I was totally mortified – could hardly look at him – but I had to tell someone, and he was all I had. And I’m sure he was just as mortified.

He swallowed a bit and sort of mumbled, ‘OK, go and lie down and I’ll sort it out.’ So I hobbled back upstairs and just waited, curled up with my arms wrapped around my legs because that was the only position that I could bear. I was sorry I hadn’t filled a hot water bottle when I was downstairs, but it seemed like too much trouble to go down again.

And about twenty minutes later there was a knock at the door, and when I said, ‘Come in,’ the door opened and in walked Marjorie Baloney.

And I have to be totally honest here and say that I was kind of glad to see her.

Only because she was female, of course, and because this was the kind of thing that really needed a female.

She looked at me with a kind of worried smile on her face, and said, ‘You poor thing,’ and then she pulled a packet of sanitary towels out of a bag she was carrying. I just took them and legged it to the bathroom, and when I came back to my room a few minutes later she was gone.

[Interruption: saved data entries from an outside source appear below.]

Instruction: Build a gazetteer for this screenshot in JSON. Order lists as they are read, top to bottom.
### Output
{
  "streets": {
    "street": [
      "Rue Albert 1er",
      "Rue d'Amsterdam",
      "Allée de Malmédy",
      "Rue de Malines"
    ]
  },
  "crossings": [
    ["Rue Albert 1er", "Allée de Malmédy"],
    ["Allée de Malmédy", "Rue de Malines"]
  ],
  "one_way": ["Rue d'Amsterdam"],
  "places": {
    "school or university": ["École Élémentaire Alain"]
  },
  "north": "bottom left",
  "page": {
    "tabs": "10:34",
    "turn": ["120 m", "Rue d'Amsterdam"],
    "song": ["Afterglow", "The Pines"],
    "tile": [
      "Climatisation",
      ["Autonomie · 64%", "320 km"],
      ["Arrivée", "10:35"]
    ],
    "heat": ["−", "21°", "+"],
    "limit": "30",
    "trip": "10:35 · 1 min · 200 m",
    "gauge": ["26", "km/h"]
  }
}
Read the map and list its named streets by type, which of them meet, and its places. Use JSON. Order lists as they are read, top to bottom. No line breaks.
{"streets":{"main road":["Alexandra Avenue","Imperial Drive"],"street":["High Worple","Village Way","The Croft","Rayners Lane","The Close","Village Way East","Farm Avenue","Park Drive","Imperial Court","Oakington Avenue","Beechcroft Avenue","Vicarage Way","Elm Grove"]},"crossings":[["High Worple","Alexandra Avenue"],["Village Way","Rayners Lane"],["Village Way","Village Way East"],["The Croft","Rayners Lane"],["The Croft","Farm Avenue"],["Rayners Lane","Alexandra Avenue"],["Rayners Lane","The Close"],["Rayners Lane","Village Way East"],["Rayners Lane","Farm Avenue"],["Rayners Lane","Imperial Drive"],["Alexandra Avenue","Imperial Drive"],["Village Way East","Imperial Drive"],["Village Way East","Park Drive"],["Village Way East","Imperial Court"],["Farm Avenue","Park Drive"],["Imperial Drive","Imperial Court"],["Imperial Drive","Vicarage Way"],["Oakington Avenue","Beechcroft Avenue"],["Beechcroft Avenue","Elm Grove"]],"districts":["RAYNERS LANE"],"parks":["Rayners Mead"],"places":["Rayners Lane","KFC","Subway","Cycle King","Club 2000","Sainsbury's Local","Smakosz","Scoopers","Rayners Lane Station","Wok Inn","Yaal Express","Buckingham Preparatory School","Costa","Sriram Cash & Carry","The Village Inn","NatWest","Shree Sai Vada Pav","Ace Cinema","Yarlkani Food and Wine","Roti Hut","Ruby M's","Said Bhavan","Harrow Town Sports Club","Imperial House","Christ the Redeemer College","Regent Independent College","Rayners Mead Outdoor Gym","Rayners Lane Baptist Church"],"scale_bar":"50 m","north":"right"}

But there was a hot water bottle in my bed, and in the bag she left behind I found a bunch of magazines, a big bar of Dairy Milk, a packet of Tylenol and two cans of ginger ale. Oh, and a bar of White Musk soap. How did she know I liked White Musk?

So now I’m sitting in bed with the hot water bottle pressed to my stomach, which has calmed down a lot. I do feel a bit sick, but that’s probably because I’ve eaten three-quarters of the bar of Dairy Milk and drunk all the ginger ale.

When I’ve finished reading the magazines, I’ll be able to trade them at school.

Maybe I won’t call her Marjorie Baloney any more. That was kind of nice, what she did today. And I suppose I’ll have to stop pretending not to see her across the road.

But she is still not getting my Dad – no way. The parent-teacher meetings are on next week, and I’m pretty sure Dad and Miss Purtill will like each other.

Not that I want him to end up with her either, though – I just don’t want him to get stuck with the same friend all the time. It’s good for him to get out of the house now and again, and if he took turns with Marjorie and Miss Purtill, then neither of them could get the wrong idea.

My stomach has just started cramping again. Being a woman sucks. Maybe if I finish off the chocolate it’ll help.

Bet Ruth Wallace hasn’t started her period yet. She’s such a baby.